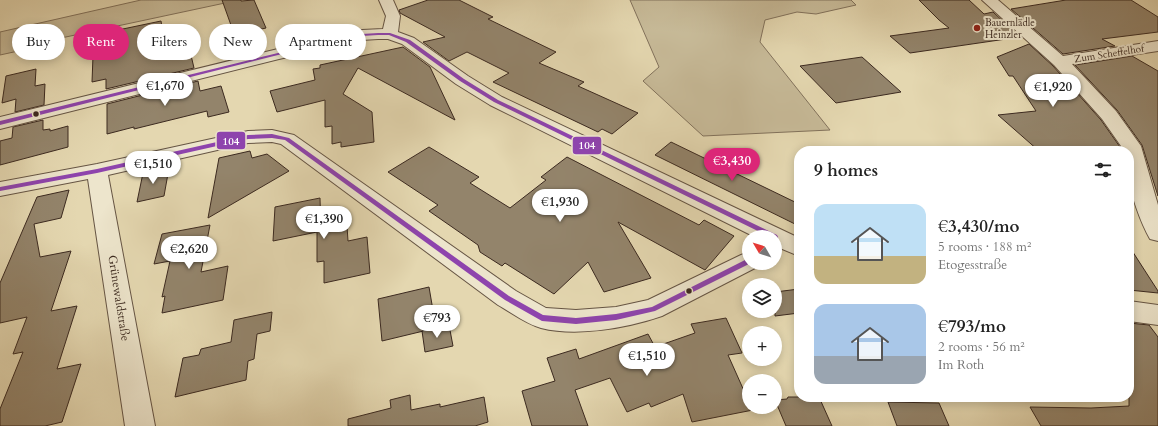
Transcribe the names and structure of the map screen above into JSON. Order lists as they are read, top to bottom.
{
  "streets": {
    "street": ["Zum Scheffelhof", "Grünewaldstraße"]
  },
  "places": ["Bauernlädle Heinzler"],
  "lines": ["transit line 104"],
  "north": "top left",
  "page": {
    "chip": [
      "Buy",
      "Rent",
      "Filters",
      "New",
      "Apartment"
    ],
    "price": [
      "€1,670",
      "€1,920",
      "€3,430",
      "€1,510",
      "€1,930",
      "€1,390",
      "€2,620",
      "€793",
      "€1,510"
    ],
    "heading": "9 homes",
    "list": [
      {
        "name": "€3,430/mo",
        "note": "5 rooms · 188 m² · Etogesstraße"
      },
      {
        "name": "€793/mo",
        "note": "2 rooms · 56 m² · Im Roth"
      }
    ],
    "map_buttons": ["+", "−"]
  }
}
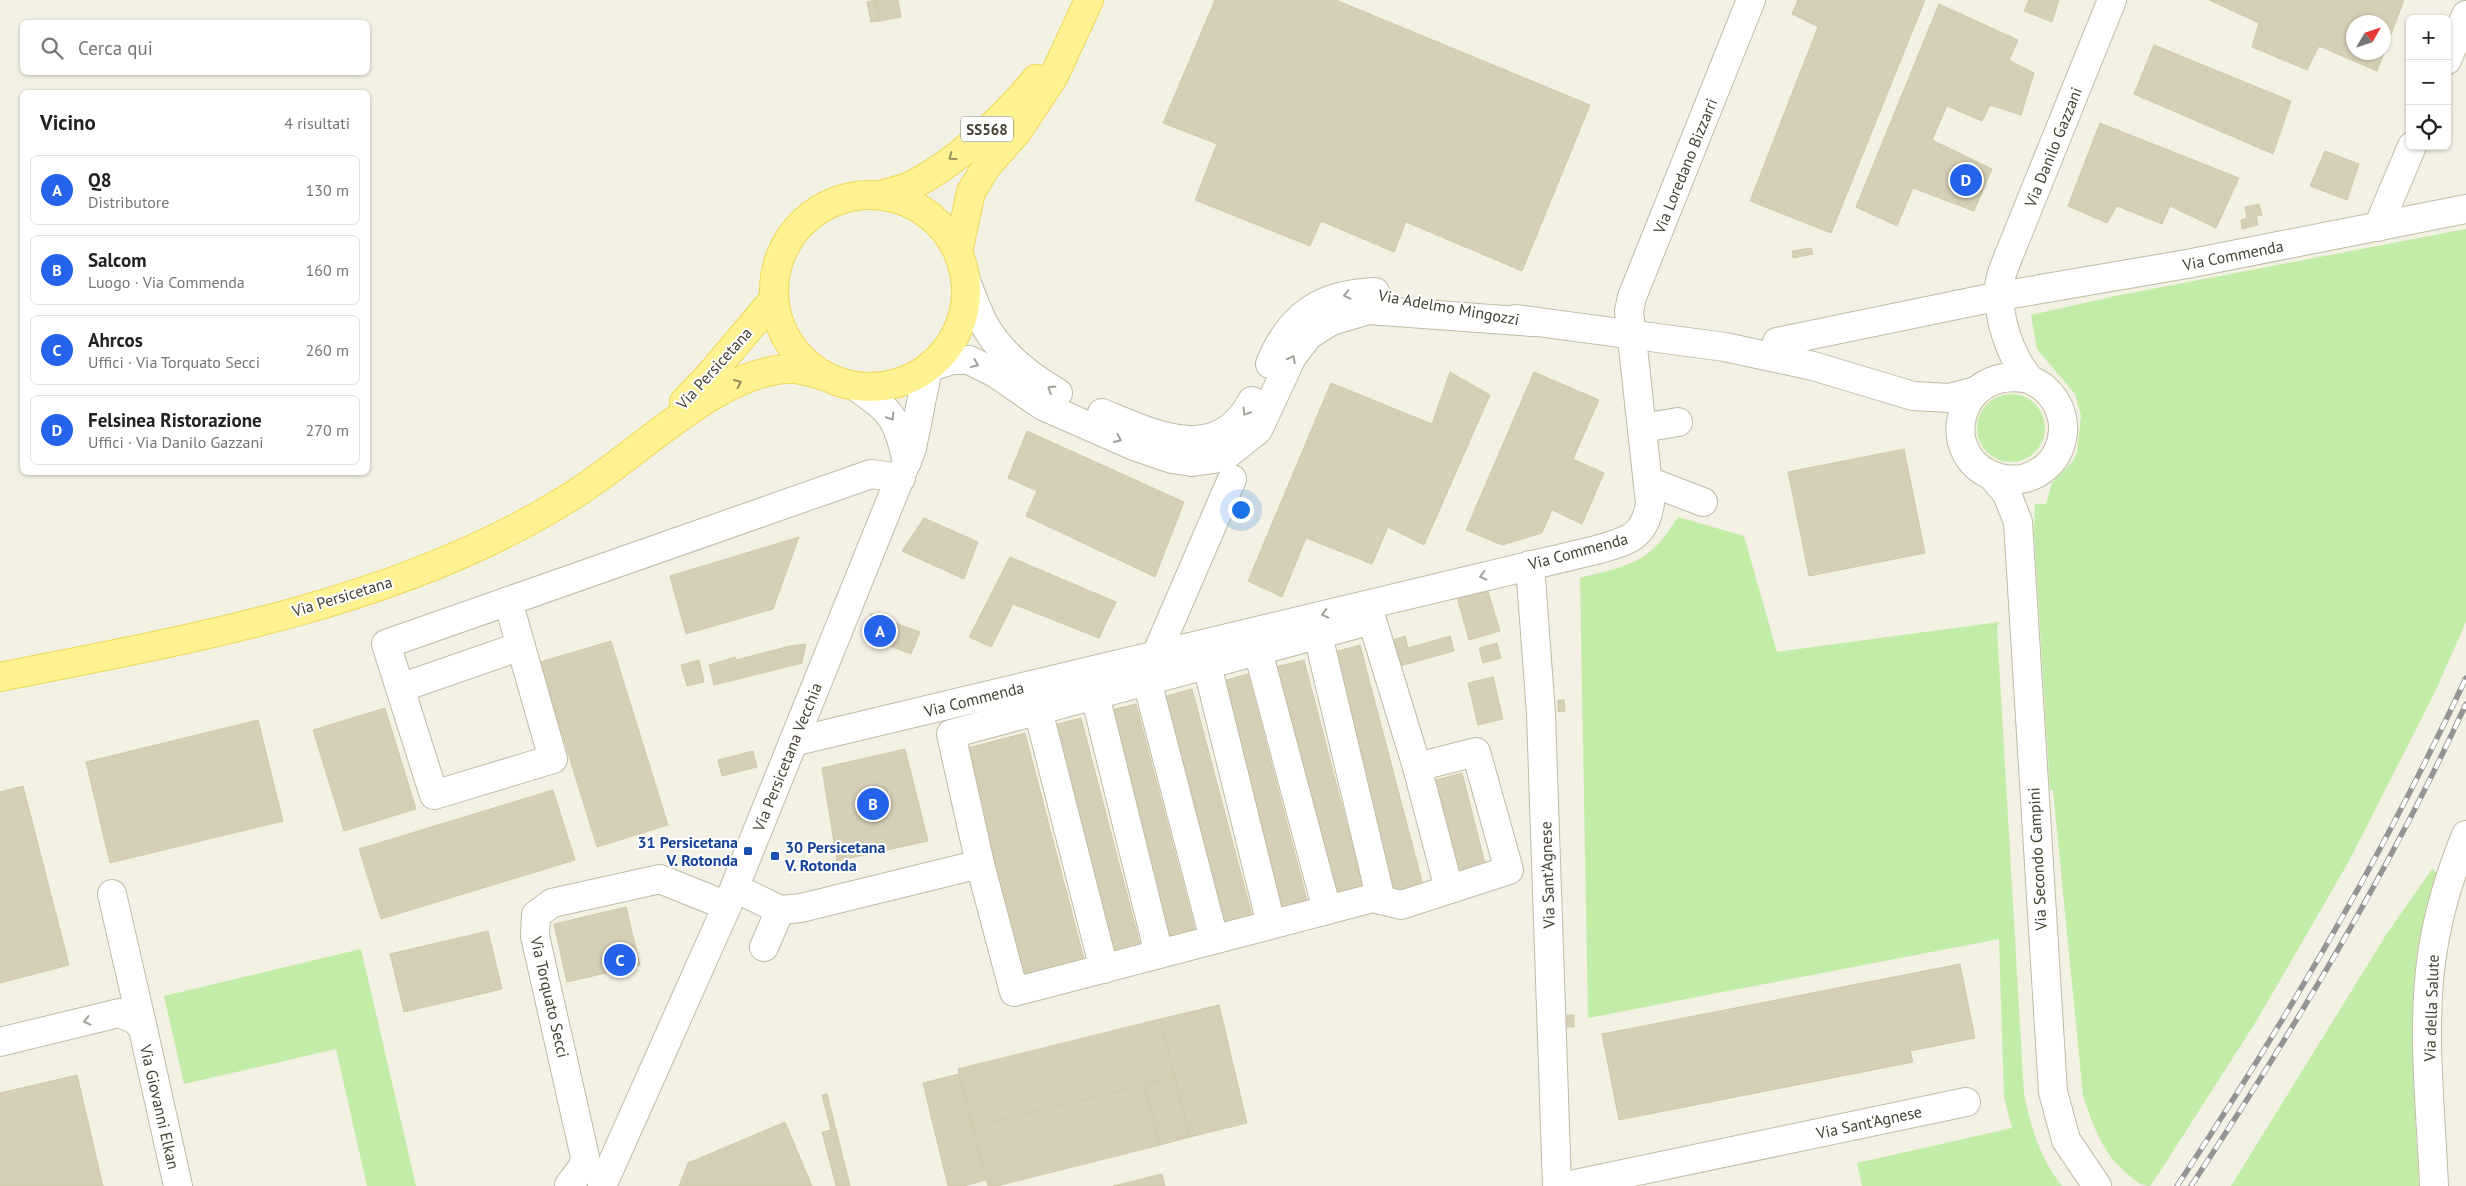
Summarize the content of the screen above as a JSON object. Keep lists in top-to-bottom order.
{
  "streets": {
    "main road": ["SS568", "Via Persicetana"],
    "street": [
      "Via Danilo Gazzani",
      "Via Loredano Bizzarri",
      "Via Commenda",
      "Via Adelmo Mingozzi",
      "Via Persicetana Vecchia",
      "Via Secondo Campini",
      "Via Sant'Agnese",
      "Via Torquato Secci",
      "Via della Salute",
      "Via Giovanni Elkan"
    ]
  },
  "crossings": [
    ["Via Danilo Gazzani", "Via Commenda"],
    ["Via Loredano Bizzarri", "Via Commenda"],
    ["Via Loredano Bizzarri", "Via Adelmo Mingozzi"],
    ["Via Commenda", "Via Adelmo Mingozzi"],
    ["Via Commenda", "Via Persicetana Vecchia"],
    ["Via Commenda", "Via Sant'Agnese"],
    ["Via Adelmo Mingozzi", "Via Persicetana Vecchia"],
    ["Via Persicetana Vecchia", "Via Torquato Secci"]
  ],
  "places": {
    "transit": ["31 Persicetana V. Rotonda", "30 Persicetana V. Rotonda"]
  },
  "north": "top right",
  "page": {
    "map_buttons": ["+", "−"],
    "search": "Cerca qui",
    "heading": ["Vicino", "4 risultati"],
    "list": [
      {
        "mark": "A",
        "name": "Q8",
        "note": "Distributore",
        "value": "130 m"
      },
      {
        "mark": "B",
        "name": "Salcom",
        "note": "Luogo · Via Commenda",
        "value": "160 m"
      },
      {
        "mark": "C",
        "name": "Ahrcos",
        "note": "Uffici · Via Torquato Secci",
        "value": "260 m"
      },
      {
        "mark": "D",
        "name": "Felsinea Ristorazione",
        "note": "Uffici · Via Danilo Gazzani",
        "value": "270 m"
      }
    ],
    "pins": [
      "D",
      "A",
      "B",
      "C"
    ]
  }
}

——

Brief. Wherever "Sant" appears in a line of the entries, copy that line.

Finished task.
      "Via Sant'Agnese",
    ["Via Commenda", "Via Sant'Agnese"],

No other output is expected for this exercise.